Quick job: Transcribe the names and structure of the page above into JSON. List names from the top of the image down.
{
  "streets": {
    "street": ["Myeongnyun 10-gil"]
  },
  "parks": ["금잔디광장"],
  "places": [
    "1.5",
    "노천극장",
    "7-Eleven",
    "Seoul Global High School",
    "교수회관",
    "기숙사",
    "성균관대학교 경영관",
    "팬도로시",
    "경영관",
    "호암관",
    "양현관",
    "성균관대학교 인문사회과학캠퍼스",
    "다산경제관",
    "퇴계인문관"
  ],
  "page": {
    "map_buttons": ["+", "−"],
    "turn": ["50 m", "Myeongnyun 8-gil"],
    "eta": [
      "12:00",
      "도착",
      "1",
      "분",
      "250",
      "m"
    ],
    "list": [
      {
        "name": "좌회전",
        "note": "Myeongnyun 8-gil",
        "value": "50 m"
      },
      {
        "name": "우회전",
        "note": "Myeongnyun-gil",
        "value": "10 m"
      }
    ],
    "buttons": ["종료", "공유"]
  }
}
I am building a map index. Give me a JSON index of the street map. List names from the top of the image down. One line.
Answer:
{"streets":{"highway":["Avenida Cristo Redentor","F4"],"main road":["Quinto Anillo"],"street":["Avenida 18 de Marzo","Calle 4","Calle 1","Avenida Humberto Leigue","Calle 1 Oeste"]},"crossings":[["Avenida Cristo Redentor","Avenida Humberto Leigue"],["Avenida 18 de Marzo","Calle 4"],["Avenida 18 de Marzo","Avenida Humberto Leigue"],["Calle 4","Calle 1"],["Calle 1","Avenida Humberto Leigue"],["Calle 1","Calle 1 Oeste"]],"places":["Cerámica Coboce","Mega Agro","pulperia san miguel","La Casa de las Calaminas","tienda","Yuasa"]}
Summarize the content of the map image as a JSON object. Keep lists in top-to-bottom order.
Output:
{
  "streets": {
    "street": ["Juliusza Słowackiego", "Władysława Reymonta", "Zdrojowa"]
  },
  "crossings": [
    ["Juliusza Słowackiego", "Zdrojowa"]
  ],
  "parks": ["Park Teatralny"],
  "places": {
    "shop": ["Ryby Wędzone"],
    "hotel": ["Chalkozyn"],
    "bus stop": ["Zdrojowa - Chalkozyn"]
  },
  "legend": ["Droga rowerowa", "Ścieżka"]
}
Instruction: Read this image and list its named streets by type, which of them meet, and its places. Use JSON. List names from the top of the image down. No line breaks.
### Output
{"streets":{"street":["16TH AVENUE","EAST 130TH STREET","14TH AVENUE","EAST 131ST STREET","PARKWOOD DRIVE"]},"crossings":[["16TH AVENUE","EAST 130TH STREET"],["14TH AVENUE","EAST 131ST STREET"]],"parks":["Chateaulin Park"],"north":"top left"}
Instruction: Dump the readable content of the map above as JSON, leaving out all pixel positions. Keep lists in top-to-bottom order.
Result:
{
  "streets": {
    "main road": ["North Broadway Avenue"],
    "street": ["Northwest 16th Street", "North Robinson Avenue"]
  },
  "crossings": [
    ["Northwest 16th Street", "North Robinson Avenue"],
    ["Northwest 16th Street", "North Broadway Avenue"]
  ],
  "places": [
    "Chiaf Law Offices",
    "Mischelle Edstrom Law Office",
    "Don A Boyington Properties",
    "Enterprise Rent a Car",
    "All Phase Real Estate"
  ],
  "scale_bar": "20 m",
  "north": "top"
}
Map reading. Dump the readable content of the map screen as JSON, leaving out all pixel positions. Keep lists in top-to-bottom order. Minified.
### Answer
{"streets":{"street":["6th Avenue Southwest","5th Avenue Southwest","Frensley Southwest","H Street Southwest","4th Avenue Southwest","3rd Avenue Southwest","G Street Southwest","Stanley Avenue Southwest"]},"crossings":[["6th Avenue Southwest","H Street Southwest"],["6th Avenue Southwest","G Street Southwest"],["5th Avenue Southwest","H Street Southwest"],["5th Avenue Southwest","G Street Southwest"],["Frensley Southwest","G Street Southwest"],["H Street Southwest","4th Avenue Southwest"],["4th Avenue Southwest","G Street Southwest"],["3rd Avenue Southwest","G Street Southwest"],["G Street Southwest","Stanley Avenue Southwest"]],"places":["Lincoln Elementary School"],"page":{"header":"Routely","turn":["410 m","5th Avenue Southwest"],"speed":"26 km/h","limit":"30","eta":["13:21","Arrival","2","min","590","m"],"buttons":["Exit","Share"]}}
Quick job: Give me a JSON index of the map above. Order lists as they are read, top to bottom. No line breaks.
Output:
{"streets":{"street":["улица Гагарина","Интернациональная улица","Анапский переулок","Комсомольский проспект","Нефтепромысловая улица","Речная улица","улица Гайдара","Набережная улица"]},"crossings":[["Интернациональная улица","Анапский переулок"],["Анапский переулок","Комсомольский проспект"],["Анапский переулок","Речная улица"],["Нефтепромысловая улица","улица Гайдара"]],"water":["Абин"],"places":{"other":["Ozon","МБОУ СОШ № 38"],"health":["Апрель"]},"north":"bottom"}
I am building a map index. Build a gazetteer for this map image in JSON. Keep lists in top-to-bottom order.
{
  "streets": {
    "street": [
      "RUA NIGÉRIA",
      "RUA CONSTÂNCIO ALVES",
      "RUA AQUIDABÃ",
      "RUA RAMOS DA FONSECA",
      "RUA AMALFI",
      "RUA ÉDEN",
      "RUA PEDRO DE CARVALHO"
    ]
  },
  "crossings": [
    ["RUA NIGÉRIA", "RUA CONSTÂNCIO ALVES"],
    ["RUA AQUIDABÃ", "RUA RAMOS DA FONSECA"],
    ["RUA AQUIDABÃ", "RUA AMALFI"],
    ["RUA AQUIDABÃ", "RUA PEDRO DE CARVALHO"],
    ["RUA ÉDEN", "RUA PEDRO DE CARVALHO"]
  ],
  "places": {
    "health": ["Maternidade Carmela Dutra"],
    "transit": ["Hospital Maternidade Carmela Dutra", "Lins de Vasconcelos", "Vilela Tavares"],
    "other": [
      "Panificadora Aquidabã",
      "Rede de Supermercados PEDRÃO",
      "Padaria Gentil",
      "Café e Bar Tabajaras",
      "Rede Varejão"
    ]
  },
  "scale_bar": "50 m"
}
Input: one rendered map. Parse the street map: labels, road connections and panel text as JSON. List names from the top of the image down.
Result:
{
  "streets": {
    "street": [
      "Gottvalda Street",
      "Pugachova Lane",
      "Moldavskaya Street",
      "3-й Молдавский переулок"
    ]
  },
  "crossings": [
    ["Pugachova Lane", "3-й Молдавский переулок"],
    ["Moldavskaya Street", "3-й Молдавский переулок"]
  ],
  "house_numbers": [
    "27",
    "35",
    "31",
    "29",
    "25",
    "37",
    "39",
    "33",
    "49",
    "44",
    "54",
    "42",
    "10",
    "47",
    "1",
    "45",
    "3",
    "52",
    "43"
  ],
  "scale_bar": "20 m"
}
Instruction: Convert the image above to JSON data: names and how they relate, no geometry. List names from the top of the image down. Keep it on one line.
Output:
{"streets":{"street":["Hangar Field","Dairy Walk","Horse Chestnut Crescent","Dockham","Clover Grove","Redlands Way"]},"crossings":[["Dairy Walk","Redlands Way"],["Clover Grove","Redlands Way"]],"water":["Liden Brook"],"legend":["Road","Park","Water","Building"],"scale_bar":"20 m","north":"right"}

===

ASSIGNMENT >> Reproduce every record, making sure each one stays exactly the same.

TASK RESULT >>
Quick job: Transcribe the names and structure of the page above into JSON. List names from the top of the image down.
{
  "streets": {
    "street": ["Myeongnyun 10-gil"]
  },
  "parks": ["금잔디광장"],
  "places": [
    "1.5",
    "노천극장",
    "7-Eleven",
    "Seoul Global High School",
    "교수회관",
    "기숙사",
    "성균관대학교 경영관",
    "팬도로시",
    "경영관",
    "호암관",
    "양현관",
    "성균관대학교 인문사회과학캠퍼스",
    "다산경제관",
    "퇴계인문관"
  ],
  "page": {
    "map_buttons": ["+", "−"],
    "turn": ["50 m", "Myeongnyun 8-gil"],
    "eta": [
      "12:00",
      "도착",
      "1",
      "분",
      "250",
      "m"
    ],
    "list": [
      {
        "name": "좌회전",
        "note": "Myeongnyun 8-gil",
        "value": "50 m"
      },
      {
        "name": "우회전",
        "note": "Myeongnyun-gil",
        "value": "10 m"
      }
    ],
    "buttons": ["종료", "공유"]
  }
}
I am building a map index. Give me a JSON index of the street map. List names from the top of the image down. One line.
Answer:
{"streets":{"highway":["Avenida Cristo Redentor","F4"],"main road":["Quinto Anillo"],"street":["Avenida 18 de Marzo","Calle 4","Calle 1","Avenida Humberto Leigue","Calle 1 Oeste"]},"crossings":[["Avenida Cristo Redentor","Avenida Humberto Leigue"],["Avenida 18 de Marzo","Calle 4"],["Avenida 18 de Marzo","Avenida Humberto Leigue"],["Calle 4","Calle 1"],["Calle 1","Avenida Humberto Leigue"],["Calle 1","Calle 1 Oeste"]],"places":["Cerámica Coboce","Mega Agro","pulperia san miguel","La Casa de las Calaminas","tienda","Yuasa"]}
Summarize the content of the map image as a JSON object. Keep lists in top-to-bottom order.
Output:
{
  "streets": {
    "street": ["Juliusza Słowackiego", "Władysława Reymonta", "Zdrojowa"]
  },
  "crossings": [
    ["Juliusza Słowackiego", "Zdrojowa"]
  ],
  "parks": ["Park Teatralny"],
  "places": {
    "shop": ["Ryby Wędzone"],
    "hotel": ["Chalkozyn"],
    "bus stop": ["Zdrojowa - Chalkozyn"]
  },
  "legend": ["Droga rowerowa", "Ścieżka"]
}
Instruction: Read this image and list its named streets by type, which of them meet, and its places. Use JSON. List names from the top of the image down. No line breaks.
### Output
{"streets":{"street":["16TH AVENUE","EAST 130TH STREET","14TH AVENUE","EAST 131ST STREET","PARKWOOD DRIVE"]},"crossings":[["16TH AVENUE","EAST 130TH STREET"],["14TH AVENUE","EAST 131ST STREET"]],"parks":["Chateaulin Park"],"north":"top left"}
Instruction: Dump the readable content of the map above as JSON, leaving out all pixel positions. Keep lists in top-to-bottom order.
Result:
{
  "streets": {
    "main road": ["North Broadway Avenue"],
    "street": ["Northwest 16th Street", "North Robinson Avenue"]
  },
  "crossings": [
    ["Northwest 16th Street", "North Robinson Avenue"],
    ["Northwest 16th Street", "North Broadway Avenue"]
  ],
  "places": [
    "Chiaf Law Offices",
    "Mischelle Edstrom Law Office",
    "Don A Boyington Properties",
    "Enterprise Rent a Car",
    "All Phase Real Estate"
  ],
  "scale_bar": "20 m",
  "north": "top"
}
Map reading. Dump the readable content of the map screen as JSON, leaving out all pixel positions. Keep lists in top-to-bottom order. Minified.
### Answer
{"streets":{"street":["6th Avenue Southwest","5th Avenue Southwest","Frensley Southwest","H Street Southwest","4th Avenue Southwest","3rd Avenue Southwest","G Street Southwest","Stanley Avenue Southwest"]},"crossings":[["6th Avenue Southwest","H Street Southwest"],["6th Avenue Southwest","G Street Southwest"],["5th Avenue Southwest","H Street Southwest"],["5th Avenue Southwest","G Street Southwest"],["Frensley Southwest","G Street Southwest"],["H Street Southwest","4th Avenue Southwest"],["4th Avenue Southwest","G Street Southwest"],["3rd Avenue Southwest","G Street Southwest"],["G Street Southwest","Stanley Avenue Southwest"]],"places":["Lincoln Elementary School"],"page":{"header":"Routely","turn":["410 m","5th Avenue Southwest"],"speed":"26 km/h","limit":"30","eta":["13:21","Arrival","2","min","590","m"],"buttons":["Exit","Share"]}}
Quick job: Give me a JSON index of the map above. Order lists as they are read, top to bottom. No line breaks.
Output:
{"streets":{"street":["улица Гагарина","Интернациональная улица","Анапский переулок","Комсомольский проспект","Нефтепромысловая улица","Речная улица","улица Гайдара","Набережная улица"]},"crossings":[["Интернациональная улица","Анапский переулок"],["Анапский переулок","Комсомольский проспект"],["Анапский переулок","Речная улица"],["Нефтепромысловая улица","улица Гайдара"]],"water":["Абин"],"places":{"other":["Ozon","МБОУ СОШ № 38"],"health":["Апрель"]},"north":"bottom"}
I am building a map index. Build a gazetteer for this map image in JSON. Keep lists in top-to-bottom order.
{
  "streets": {
    "street": [
      "RUA NIGÉRIA",
      "RUA CONSTÂNCIO ALVES",
      "RUA AQUIDABÃ",
      "RUA RAMOS DA FONSECA",
      "RUA AMALFI",
      "RUA ÉDEN",
      "RUA PEDRO DE CARVALHO"
    ]
  },
  "crossings": [
    ["RUA NIGÉRIA", "RUA CONSTÂNCIO ALVES"],
    ["RUA AQUIDABÃ", "RUA RAMOS DA FONSECA"],
    ["RUA AQUIDABÃ", "RUA AMALFI"],
    ["RUA AQUIDABÃ", "RUA PEDRO DE CARVALHO"],
    ["RUA ÉDEN", "RUA PEDRO DE CARVALHO"]
  ],
  "places": {
    "health": ["Maternidade Carmela Dutra"],
    "transit": ["Hospital Maternidade Carmela Dutra", "Lins de Vasconcelos", "Vilela Tavares"],
    "other": [
      "Panificadora Aquidabã",
      "Rede de Supermercados PEDRÃO",
      "Padaria Gentil",
      "Café e Bar Tabajaras",
      "Rede Varejão"
    ]
  },
  "scale_bar": "50 m"
}
Input: one rendered map. Parse the street map: labels, road connections and panel text as JSON. List names from the top of the image down.
Result:
{
  "streets": {
    "street": [
      "Gottvalda Street",
      "Pugachova Lane",
      "Moldavskaya Street",
      "3-й Молдавский переулок"
    ]
  },
  "crossings": [
    ["Pugachova Lane", "3-й Молдавский переулок"],
    ["Moldavskaya Street", "3-й Молдавский переулок"]
  ],
  "house_numbers": [
    "27",
    "35",
    "31",
    "29",
    "25",
    "37",
    "39",
    "33",
    "49",
    "44",
    "54",
    "42",
    "10",
    "47",
    "1",
    "45",
    "3",
    "52",
    "43"
  ],
  "scale_bar": "20 m"
}
Instruction: Convert the image above to JSON data: names and how they relate, no geometry. List names from the top of the image down. Keep it on one line.
Output:
{"streets":{"street":["Hangar Field","Dairy Walk","Horse Chestnut Crescent","Dockham","Clover Grove","Redlands Way"]},"crossings":[["Dairy Walk","Redlands Way"],["Clover Grove","Redlands Way"]],"water":["Liden Brook"],"legend":["Road","Park","Water","Building"],"scale_bar":"20 m","north":"right"}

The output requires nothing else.